• **Collected data**:
+++++
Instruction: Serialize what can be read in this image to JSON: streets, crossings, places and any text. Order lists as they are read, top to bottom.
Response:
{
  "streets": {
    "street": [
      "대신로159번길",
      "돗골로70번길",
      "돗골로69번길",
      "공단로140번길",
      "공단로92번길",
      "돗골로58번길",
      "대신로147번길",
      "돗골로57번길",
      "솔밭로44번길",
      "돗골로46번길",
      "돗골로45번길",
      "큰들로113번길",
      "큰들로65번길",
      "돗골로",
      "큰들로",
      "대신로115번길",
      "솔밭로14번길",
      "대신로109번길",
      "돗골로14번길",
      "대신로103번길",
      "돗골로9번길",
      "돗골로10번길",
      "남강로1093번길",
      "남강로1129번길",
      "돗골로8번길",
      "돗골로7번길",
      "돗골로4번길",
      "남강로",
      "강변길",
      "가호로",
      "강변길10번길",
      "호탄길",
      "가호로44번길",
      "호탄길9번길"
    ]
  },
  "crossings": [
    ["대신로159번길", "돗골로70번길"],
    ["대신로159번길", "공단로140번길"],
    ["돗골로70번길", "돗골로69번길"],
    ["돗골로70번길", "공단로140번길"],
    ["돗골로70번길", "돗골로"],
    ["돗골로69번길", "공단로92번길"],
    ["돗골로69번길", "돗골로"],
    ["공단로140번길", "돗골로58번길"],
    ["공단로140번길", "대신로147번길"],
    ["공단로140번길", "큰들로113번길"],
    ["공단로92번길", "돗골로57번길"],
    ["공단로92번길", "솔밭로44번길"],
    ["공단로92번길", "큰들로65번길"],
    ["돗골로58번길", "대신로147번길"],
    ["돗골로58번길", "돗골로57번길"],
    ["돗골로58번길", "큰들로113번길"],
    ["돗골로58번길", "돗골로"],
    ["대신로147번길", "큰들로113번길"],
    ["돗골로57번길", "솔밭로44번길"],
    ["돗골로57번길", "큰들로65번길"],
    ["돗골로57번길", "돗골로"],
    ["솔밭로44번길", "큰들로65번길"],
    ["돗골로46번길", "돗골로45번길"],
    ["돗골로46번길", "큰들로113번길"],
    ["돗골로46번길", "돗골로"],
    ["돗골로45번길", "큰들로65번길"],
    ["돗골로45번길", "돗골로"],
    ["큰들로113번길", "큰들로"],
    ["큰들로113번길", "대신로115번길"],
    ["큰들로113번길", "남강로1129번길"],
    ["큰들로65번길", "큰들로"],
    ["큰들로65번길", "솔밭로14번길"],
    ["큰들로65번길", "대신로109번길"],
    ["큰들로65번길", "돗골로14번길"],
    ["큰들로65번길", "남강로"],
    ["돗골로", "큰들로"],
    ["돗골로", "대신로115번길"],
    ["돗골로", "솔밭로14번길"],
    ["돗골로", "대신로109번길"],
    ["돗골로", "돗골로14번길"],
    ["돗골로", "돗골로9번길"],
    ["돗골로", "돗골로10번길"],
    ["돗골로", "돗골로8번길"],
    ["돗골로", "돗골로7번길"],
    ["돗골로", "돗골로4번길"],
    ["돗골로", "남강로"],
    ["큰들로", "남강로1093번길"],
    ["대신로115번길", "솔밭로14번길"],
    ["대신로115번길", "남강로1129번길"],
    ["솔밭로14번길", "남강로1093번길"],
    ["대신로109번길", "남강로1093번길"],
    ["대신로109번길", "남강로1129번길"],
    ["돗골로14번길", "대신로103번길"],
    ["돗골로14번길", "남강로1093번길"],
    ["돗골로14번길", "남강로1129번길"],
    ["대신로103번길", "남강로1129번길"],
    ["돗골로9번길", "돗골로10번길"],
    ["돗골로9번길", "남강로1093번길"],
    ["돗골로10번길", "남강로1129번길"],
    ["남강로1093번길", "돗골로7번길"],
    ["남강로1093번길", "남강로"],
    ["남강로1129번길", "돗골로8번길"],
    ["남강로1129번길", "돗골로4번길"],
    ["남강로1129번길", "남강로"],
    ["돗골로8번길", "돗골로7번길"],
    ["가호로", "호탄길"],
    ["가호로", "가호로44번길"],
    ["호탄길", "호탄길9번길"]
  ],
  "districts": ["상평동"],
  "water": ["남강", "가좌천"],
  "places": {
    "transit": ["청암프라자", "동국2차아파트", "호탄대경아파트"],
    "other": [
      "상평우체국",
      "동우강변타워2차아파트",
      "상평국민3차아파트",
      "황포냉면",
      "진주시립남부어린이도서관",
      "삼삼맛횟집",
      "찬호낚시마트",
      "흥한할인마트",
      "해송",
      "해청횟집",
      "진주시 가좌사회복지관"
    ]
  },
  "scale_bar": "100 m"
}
+++++
• **Directions**: Each line above is to be set down again verbatim.

• **Exercise answer**:
Instruction: Serialize what can be read in this image to JSON: streets, crossings, places and any text. Order lists as they are read, top to bottom.
Response:
{
  "streets": {
    "street": [
      "대신로159번길",
      "돗골로70번길",
      "돗골로69번길",
      "공단로140번길",
      "공단로92번길",
      "돗골로58번길",
      "대신로147번길",
      "돗골로57번길",
      "솔밭로44번길",
      "돗골로46번길",
      "돗골로45번길",
      "큰들로113번길",
      "큰들로65번길",
      "돗골로",
      "큰들로",
      "대신로115번길",
      "솔밭로14번길",
      "대신로109번길",
      "돗골로14번길",
      "대신로103번길",
      "돗골로9번길",
      "돗골로10번길",
      "남강로1093번길",
      "남강로1129번길",
      "돗골로8번길",
      "돗골로7번길",
      "돗골로4번길",
      "남강로",
      "강변길",
      "가호로",
      "강변길10번길",
      "호탄길",
      "가호로44번길",
      "호탄길9번길"
    ]
  },
  "crossings": [
    ["대신로159번길", "돗골로70번길"],
    ["대신로159번길", "공단로140번길"],
    ["돗골로70번길", "돗골로69번길"],
    ["돗골로70번길", "공단로140번길"],
    ["돗골로70번길", "돗골로"],
    ["돗골로69번길", "공단로92번길"],
    ["돗골로69번길", "돗골로"],
    ["공단로140번길", "돗골로58번길"],
    ["공단로140번길", "대신로147번길"],
    ["공단로140번길", "큰들로113번길"],
    ["공단로92번길", "돗골로57번길"],
    ["공단로92번길", "솔밭로44번길"],
    ["공단로92번길", "큰들로65번길"],
    ["돗골로58번길", "대신로147번길"],
    ["돗골로58번길", "돗골로57번길"],
    ["돗골로58번길", "큰들로113번길"],
    ["돗골로58번길", "돗골로"],
    ["대신로147번길", "큰들로113번길"],
    ["돗골로57번길", "솔밭로44번길"],
    ["돗골로57번길", "큰들로65번길"],
    ["돗골로57번길", "돗골로"],
    ["솔밭로44번길", "큰들로65번길"],
    ["돗골로46번길", "돗골로45번길"],
    ["돗골로46번길", "큰들로113번길"],
    ["돗골로46번길", "돗골로"],
    ["돗골로45번길", "큰들로65번길"],
    ["돗골로45번길", "돗골로"],
    ["큰들로113번길", "큰들로"],
    ["큰들로113번길", "대신로115번길"],
    ["큰들로113번길", "남강로1129번길"],
    ["큰들로65번길", "큰들로"],
    ["큰들로65번길", "솔밭로14번길"],
    ["큰들로65번길", "대신로109번길"],
    ["큰들로65번길", "돗골로14번길"],
    ["큰들로65번길", "남강로"],
    ["돗골로", "큰들로"],
    ["돗골로", "대신로115번길"],
    ["돗골로", "솔밭로14번길"],
    ["돗골로", "대신로109번길"],
    ["돗골로", "돗골로14번길"],
    ["돗골로", "돗골로9번길"],
    ["돗골로", "돗골로10번길"],
    ["돗골로", "돗골로8번길"],
    ["돗골로", "돗골로7번길"],
    ["돗골로", "돗골로4번길"],
    ["돗골로", "남강로"],
    ["큰들로", "남강로1093번길"],
    ["대신로115번길", "솔밭로14번길"],
    ["대신로115번길", "남강로1129번길"],
    ["솔밭로14번길", "남강로1093번길"],
    ["대신로109번길", "남강로1093번길"],
    ["대신로109번길", "남강로1129번길"],
    ["돗골로14번길", "대신로103번길"],
    ["돗골로14번길", "남강로1093번길"],
    ["돗골로14번길", "남강로1129번길"],
    ["대신로103번길", "남강로1129번길"],
    ["돗골로9번길", "돗골로10번길"],
    ["돗골로9번길", "남강로1093번길"],
    ["돗골로10번길", "남강로1129번길"],
    ["남강로1093번길", "돗골로7번길"],
    ["남강로1093번길", "남강로"],
    ["남강로1129번길", "돗골로8번길"],
    ["남강로1129번길", "돗골로4번길"],
    ["남강로1129번길", "남강로"],
    ["돗골로8번길", "돗골로7번길"],
    ["가호로", "호탄길"],
    ["가호로", "가호로44번길"],
    ["호탄길", "호탄길9번길"]
  ],
  "districts": ["상평동"],
  "water": ["남강", "가좌천"],
  "places": {
    "transit": ["청암프라자", "동국2차아파트", "호탄대경아파트"],
    "other": [
      "상평우체국",
      "동우강변타워2차아파트",
      "상평국민3차아파트",
      "황포냉면",
      "진주시립남부어린이도서관",
      "삼삼맛횟집",
      "찬호낚시마트",
      "흥한할인마트",
      "해송",
      "해청횟집",
      "진주시 가좌사회복지관"
    ]
  },
  "scale_bar": "100 m"
}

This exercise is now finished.